## [TASK PROMPT]
The listing, minus its pictures, is to be given again exactly.

## [RECORDED INFORMATION]
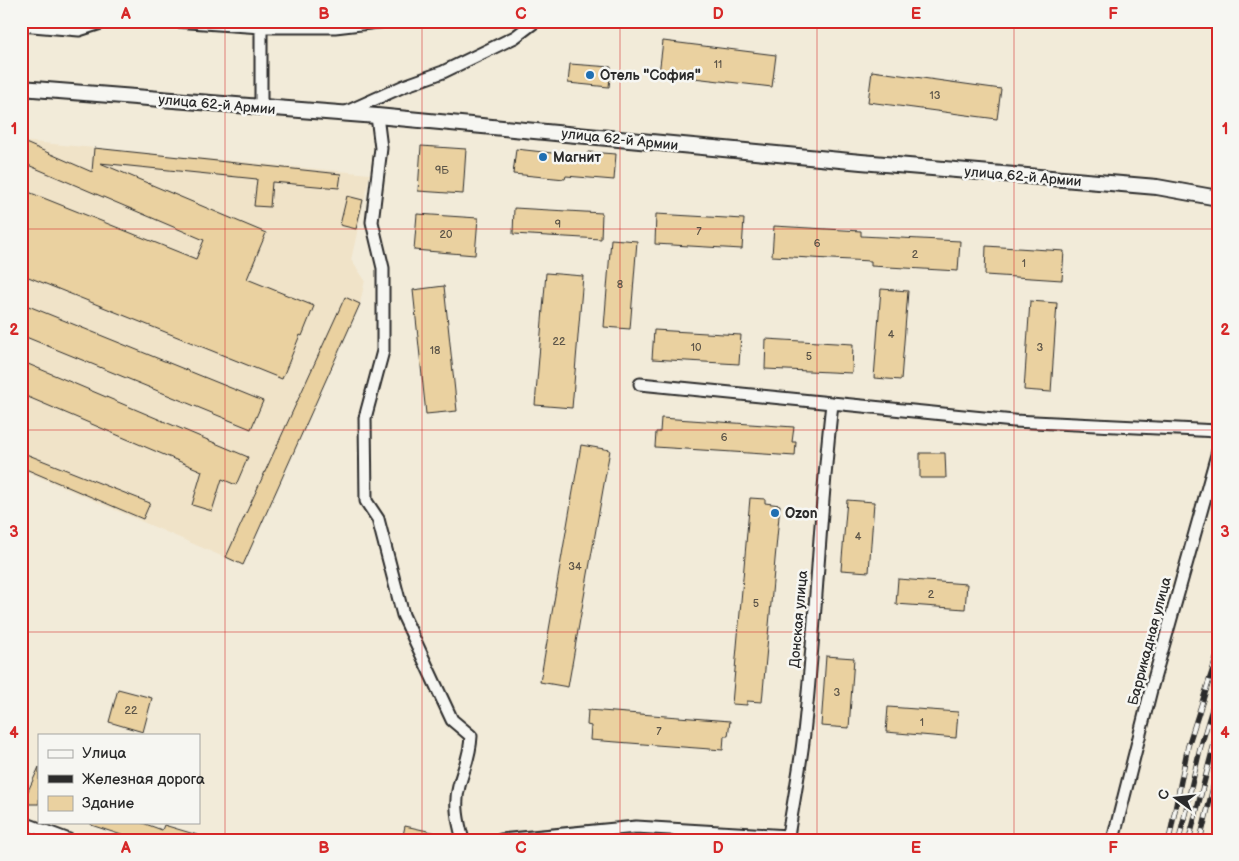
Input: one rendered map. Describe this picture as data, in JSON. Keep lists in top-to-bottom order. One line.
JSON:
{"streets":{"street":["улица 62-й Армии","Донская улица","Баррикадная улица"]},"places":["Отель \"София\"","Магнит","Ozon"],"house_numbers":["11","13","9Б","9","7","20","6","2","1","8","4","22","10","3","18","5","6","4","34","2","5","3","22","1","7"],"legend":["Улица","Железная дорога","Здание"],"north":"left","grid":{"columns":["A","B","C","D","E","F"],"rows":["1","2","3","4"]}}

## [ANSWER TO THE PROBLEM]
Input: one rendered map. Describe this picture as data, in JSON. Keep lists in top-to-bottom order. One line.
JSON:
{"streets":{"street":["улица 62-й Армии","Донская улица","Баррикадная улица"]},"places":["Отель \"София\"","Магнит","Ozon"],"house_numbers":["11","13","9Б","9","7","20","6","2","1","8","4","22","10","3","18","5","6","4","34","2","5","3","22","1","7"],"legend":["Улица","Железная дорога","Здание"],"north":"left","grid":{"columns":["A","B","C","D","E","F"],"rows":["1","2","3","4"]}}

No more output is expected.